TO DO >> The lines to return are those below that contain the word "minor".

RECORDS TO PROCESS >>
►

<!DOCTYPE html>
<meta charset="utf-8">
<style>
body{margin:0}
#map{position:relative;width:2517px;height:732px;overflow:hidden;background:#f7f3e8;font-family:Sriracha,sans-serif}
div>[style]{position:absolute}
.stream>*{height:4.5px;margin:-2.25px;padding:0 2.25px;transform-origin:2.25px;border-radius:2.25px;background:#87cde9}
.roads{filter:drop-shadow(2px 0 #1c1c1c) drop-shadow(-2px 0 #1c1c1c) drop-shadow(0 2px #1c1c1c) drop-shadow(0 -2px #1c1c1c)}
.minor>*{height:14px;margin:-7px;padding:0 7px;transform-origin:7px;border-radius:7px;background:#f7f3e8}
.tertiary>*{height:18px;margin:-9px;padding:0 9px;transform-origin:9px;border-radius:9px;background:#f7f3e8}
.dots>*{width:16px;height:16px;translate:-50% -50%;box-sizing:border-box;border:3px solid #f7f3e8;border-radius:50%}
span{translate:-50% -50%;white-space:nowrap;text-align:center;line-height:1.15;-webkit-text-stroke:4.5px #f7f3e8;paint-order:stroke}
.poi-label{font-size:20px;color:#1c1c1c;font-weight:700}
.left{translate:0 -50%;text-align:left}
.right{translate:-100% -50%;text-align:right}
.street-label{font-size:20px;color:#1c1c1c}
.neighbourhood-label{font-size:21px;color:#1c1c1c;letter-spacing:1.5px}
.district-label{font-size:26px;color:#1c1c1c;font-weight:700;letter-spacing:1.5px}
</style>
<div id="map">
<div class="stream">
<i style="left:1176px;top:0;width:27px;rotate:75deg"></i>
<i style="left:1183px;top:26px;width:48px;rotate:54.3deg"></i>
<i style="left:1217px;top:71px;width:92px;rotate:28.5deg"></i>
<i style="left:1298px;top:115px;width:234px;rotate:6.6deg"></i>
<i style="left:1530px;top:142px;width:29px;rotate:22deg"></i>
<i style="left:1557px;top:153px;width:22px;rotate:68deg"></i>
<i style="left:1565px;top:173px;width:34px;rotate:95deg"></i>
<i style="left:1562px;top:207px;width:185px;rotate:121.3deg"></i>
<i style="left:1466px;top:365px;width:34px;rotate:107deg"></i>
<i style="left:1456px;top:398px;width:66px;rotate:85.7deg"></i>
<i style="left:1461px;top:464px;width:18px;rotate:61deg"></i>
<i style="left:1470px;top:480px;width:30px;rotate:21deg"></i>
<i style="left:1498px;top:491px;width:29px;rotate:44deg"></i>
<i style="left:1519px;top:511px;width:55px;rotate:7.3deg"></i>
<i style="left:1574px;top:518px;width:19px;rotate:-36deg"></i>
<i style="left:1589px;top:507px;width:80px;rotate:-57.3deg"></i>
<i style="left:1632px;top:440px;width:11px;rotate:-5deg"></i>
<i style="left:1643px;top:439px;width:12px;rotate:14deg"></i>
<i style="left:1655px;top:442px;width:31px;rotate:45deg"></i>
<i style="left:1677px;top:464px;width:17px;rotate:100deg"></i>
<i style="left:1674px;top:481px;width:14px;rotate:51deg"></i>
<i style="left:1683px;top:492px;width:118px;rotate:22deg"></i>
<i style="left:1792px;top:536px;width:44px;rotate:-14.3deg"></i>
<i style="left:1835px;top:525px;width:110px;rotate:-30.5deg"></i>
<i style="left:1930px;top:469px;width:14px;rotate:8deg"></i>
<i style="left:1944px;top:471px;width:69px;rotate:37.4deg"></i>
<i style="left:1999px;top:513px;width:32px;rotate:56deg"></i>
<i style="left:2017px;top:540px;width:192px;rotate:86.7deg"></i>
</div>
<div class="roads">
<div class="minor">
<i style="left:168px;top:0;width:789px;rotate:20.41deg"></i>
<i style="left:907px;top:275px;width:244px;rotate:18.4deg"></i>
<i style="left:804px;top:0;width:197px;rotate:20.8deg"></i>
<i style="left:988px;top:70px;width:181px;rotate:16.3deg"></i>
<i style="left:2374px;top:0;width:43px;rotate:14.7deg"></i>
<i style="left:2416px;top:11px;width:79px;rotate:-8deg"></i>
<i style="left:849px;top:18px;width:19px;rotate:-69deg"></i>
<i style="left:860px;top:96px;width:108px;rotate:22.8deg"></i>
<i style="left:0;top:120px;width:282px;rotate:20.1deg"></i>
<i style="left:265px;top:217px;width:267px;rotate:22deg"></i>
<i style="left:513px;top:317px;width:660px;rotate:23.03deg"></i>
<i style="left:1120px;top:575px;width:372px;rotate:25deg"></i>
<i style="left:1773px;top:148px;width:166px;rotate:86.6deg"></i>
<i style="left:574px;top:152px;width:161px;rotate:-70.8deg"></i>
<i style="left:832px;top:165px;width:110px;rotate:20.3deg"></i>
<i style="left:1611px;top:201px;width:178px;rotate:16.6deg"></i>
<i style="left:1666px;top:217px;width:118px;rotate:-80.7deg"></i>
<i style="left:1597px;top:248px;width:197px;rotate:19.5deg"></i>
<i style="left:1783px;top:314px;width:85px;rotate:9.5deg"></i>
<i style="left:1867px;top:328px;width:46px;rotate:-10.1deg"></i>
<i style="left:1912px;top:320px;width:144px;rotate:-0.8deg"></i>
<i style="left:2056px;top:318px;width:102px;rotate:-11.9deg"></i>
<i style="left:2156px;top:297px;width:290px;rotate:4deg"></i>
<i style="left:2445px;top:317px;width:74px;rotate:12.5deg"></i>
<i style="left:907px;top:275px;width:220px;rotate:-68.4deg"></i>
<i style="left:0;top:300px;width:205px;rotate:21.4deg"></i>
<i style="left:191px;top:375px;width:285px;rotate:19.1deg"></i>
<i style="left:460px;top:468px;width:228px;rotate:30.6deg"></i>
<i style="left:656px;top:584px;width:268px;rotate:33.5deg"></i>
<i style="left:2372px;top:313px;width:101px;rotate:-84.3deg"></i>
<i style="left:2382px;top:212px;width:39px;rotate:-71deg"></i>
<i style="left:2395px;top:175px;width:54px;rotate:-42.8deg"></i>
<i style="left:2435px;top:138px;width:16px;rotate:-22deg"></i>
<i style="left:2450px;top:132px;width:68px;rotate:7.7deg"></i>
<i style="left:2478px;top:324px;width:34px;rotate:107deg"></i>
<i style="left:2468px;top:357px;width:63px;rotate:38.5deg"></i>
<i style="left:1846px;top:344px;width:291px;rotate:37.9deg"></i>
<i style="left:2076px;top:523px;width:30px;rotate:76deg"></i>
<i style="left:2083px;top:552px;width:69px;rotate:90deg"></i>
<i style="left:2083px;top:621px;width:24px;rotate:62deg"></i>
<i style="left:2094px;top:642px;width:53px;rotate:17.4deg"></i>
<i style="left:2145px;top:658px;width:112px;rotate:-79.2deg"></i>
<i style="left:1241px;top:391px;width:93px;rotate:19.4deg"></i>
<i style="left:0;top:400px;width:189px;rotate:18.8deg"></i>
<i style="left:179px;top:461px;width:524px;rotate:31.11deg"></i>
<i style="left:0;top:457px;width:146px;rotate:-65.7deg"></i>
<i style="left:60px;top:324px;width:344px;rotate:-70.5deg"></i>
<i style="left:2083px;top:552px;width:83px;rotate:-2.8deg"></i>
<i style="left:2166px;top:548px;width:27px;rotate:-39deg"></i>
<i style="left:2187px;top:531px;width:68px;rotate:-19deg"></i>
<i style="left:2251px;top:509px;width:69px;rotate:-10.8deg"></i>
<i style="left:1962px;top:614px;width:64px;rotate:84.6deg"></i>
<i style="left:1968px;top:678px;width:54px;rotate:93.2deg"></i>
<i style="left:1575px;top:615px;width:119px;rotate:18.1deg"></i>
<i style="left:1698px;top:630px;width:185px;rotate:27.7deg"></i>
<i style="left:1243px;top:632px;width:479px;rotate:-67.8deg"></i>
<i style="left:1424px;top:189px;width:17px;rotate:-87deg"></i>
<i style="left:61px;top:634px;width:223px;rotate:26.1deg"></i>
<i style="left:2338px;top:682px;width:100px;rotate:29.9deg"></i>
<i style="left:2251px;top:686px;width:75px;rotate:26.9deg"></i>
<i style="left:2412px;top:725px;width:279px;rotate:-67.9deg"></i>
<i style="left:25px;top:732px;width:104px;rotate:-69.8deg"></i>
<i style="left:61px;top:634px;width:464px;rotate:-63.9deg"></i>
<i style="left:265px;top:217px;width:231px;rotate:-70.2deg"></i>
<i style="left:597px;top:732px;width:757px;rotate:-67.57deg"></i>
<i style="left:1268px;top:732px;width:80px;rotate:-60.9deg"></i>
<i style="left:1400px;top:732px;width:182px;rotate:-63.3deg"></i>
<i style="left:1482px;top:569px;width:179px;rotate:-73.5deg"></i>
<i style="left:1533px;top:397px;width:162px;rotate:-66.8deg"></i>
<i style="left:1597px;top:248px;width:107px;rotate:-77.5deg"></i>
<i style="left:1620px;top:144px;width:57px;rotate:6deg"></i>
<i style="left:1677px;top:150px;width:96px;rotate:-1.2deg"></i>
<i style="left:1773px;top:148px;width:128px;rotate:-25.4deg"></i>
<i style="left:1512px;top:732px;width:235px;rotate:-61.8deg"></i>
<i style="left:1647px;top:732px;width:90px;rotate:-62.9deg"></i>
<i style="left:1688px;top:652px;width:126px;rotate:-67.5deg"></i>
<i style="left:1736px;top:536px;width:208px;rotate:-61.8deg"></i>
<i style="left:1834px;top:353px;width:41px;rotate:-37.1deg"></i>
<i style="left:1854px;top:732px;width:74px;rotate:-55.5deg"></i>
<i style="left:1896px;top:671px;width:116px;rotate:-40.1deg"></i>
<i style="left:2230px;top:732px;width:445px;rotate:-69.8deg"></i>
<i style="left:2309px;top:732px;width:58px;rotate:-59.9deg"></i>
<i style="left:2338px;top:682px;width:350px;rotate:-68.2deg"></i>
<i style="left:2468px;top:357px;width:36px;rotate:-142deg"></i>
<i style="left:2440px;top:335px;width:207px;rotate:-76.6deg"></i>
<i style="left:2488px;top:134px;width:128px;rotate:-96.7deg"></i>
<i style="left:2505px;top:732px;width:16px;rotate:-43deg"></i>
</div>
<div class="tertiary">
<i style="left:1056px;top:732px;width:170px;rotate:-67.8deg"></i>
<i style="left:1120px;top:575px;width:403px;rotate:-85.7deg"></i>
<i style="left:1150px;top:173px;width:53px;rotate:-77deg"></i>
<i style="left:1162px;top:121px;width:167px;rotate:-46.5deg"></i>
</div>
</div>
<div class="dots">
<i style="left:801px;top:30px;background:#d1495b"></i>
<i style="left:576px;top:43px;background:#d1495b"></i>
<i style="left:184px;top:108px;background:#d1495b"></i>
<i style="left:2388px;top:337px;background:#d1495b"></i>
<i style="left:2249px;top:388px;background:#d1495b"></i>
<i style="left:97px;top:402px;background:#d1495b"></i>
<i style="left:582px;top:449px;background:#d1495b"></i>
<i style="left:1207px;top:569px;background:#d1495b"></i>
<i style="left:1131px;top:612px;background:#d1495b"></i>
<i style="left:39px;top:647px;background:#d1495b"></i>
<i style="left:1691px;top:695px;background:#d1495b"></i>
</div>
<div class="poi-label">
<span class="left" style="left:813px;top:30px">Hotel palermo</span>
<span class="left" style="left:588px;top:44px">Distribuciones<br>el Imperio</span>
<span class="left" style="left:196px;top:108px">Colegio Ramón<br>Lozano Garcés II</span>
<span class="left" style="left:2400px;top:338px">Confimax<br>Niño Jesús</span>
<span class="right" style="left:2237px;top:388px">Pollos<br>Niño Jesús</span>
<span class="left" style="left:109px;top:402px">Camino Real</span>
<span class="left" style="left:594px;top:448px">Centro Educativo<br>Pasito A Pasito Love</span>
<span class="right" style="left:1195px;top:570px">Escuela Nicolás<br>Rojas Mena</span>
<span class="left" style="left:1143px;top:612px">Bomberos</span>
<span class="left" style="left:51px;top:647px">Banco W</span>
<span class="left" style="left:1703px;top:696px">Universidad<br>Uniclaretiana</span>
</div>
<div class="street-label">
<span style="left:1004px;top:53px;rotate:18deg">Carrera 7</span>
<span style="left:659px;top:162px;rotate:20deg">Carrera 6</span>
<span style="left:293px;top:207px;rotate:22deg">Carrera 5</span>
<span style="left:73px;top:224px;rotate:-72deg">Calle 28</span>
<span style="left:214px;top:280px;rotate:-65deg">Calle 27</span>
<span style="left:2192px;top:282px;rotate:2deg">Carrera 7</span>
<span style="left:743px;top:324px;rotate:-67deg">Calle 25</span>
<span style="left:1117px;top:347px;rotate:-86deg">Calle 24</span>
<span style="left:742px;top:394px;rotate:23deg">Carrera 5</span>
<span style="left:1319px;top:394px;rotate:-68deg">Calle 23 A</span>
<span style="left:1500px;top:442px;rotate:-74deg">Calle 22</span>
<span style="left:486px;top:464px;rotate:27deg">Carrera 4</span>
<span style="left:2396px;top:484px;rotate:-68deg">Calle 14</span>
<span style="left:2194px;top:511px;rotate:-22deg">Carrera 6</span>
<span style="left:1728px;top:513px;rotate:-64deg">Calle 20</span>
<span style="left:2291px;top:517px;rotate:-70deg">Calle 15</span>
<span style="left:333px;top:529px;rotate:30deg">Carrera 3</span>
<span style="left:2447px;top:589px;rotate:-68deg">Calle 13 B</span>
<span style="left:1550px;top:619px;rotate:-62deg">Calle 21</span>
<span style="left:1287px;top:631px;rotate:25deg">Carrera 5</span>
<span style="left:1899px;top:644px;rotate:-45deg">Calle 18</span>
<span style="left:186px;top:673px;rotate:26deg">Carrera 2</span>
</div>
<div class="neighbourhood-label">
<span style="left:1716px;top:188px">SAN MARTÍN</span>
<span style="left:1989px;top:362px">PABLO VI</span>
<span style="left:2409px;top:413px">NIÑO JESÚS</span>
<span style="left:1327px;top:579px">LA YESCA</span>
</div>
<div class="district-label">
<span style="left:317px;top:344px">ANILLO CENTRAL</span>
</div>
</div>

◄

RESULT OF THE TASK >>
.minor>*{height:14px;margin:-7px;padding:0 7px;transform-origin:7px;border-radius:7px;background:#f7f3e8}
<div class="minor">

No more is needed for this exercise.